* [What this task involves] Only a number is required: how many lines of the material contain the word "turn"?

* [Data in this exercise]
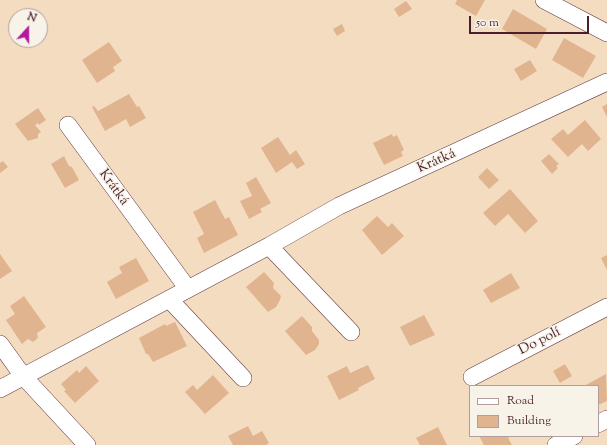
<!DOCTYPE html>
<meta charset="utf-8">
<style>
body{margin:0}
#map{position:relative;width:607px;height:445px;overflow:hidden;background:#f4dcc0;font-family:"Sorts Mill Goudy",serif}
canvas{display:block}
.legend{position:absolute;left:469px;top:385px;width:130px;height:52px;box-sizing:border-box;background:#f7f3e8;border:1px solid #b29e9c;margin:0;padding:5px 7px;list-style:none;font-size:12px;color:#4a1f2b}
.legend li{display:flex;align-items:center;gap:8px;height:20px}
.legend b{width:20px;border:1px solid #b29e9c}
.north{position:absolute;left:8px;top:8px;width:40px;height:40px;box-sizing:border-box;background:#f7f3e8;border:1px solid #b29e9c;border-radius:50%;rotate:21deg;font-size:11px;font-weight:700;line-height:16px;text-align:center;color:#4a1f2b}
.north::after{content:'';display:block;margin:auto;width:14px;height:18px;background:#b5179e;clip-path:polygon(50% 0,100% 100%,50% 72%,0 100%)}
.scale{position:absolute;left:469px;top:16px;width:120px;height:18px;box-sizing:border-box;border:2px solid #4a1f2b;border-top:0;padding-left:5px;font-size:12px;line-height:14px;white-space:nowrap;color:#4a1f2b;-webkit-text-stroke:3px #f7f3e8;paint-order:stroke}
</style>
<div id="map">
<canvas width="607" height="445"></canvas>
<ul class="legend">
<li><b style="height:5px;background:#fff"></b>Road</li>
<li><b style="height:11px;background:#e1b490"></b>Building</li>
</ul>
<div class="north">N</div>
<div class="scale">50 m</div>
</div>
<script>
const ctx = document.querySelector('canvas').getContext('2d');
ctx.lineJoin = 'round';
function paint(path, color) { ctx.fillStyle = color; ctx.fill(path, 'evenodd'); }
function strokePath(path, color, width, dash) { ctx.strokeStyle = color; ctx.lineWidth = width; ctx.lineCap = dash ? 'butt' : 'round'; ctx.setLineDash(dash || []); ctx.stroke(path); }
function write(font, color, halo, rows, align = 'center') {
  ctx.font = font + ' "Sorts Mill Goudy",serif'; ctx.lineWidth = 3; ctx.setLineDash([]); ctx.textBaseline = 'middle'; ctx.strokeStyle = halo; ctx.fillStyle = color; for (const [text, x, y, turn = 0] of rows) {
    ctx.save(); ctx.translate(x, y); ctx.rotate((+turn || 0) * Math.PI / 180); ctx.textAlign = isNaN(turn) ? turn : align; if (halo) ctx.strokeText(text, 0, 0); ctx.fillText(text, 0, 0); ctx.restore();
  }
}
paint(new Path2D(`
 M457,0H485L476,16L455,4Z
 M406,1L412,9L399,17L394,9Z
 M513,9L547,29L536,49L502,29Z
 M342,24L345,31L337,36L333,29Z
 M564,38L596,56L583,78L552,60Z
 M109,42L122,61L113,67L115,71L97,83L82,60Z
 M530,60L537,71L521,81L514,69Z
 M129,94L137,107L139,106L146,118L130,127L126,119L105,131L92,107L94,106L98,111Z
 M607,104V117L602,107Z
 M38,108L46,120L39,125L38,123L35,125L41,132L38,134V138L28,141L15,124Z
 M585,120L601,139L588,151L582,144L568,157L551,139L563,129L568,135Z
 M392,134L393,137L397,135L404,150L401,152L403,156L384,165L373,143Z
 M278,137L290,155L296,150L305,164L297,169L292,162L276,173L261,148Z
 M549,154L559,164L556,166L558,168L552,174L541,161Z
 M64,156L69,166L72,167L79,180L65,188L51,164Z
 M3,161L8,167L0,173V163Z
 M487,168L499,180L489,189L478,177Z
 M256,177L271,203L260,209L262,212L249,219L240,201L252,196L246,183Z
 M510,189L538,221L525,233L508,214L495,226L483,213Z
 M215,200L225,219L229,217L238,235L204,253L197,238L204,234L193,212Z
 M377,216L388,227L392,223L404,236L382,255L362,230Z
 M0,254L12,271L0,279Z
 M607,255V270L601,258Z
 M136,258L149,281L116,299L107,282L122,273L119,267Z
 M264,272L274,283L273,288L281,296L280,300L276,307L268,312L246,287Z
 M511,273L520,288L491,303L483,290Z
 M24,296L46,327L37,333L38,338L33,342L28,339L22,344L6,320L15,314L10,306Z
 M424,315L435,335L410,346L400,327Z
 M302,316L312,327V331L319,340V344L315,350L306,355L285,331Z
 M175,322L187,346L153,362L148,354H146L139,338L165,324L166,326Z
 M565,364L572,376L560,383L553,371Z
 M368,365L375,379L358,388L359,390L339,400L327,376L347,366L350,373Z
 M86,366L99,381L75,403L64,391L66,390L61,384L77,370L79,373Z
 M606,374L607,401L598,405V386H584Z
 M213,375L229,393L205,414L185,392L193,385L197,390Z
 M248,426L253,436L262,431L269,443L266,445H233L228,436Z
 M438,427L447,445H420L416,438Z
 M479,436H511L508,438L512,445H484Z`), '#e1b490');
const minor = new Path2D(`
 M544,0L607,33
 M68,125L188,289
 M269,246L351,332
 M169,299L243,378
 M0,344L23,376L87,445
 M472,377L607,307
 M0,389L269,246L339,206L607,82
 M598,424L607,419
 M556,445L574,436`);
strokePath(minor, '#643b41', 18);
strokePath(minor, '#fff', 17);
write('14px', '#4a1f2b', '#f7f3e8', [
 ["Krátká",437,162,-24],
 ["Krátká",113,188,54],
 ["Do polí",540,342,-27]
]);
</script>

* [Written response] 2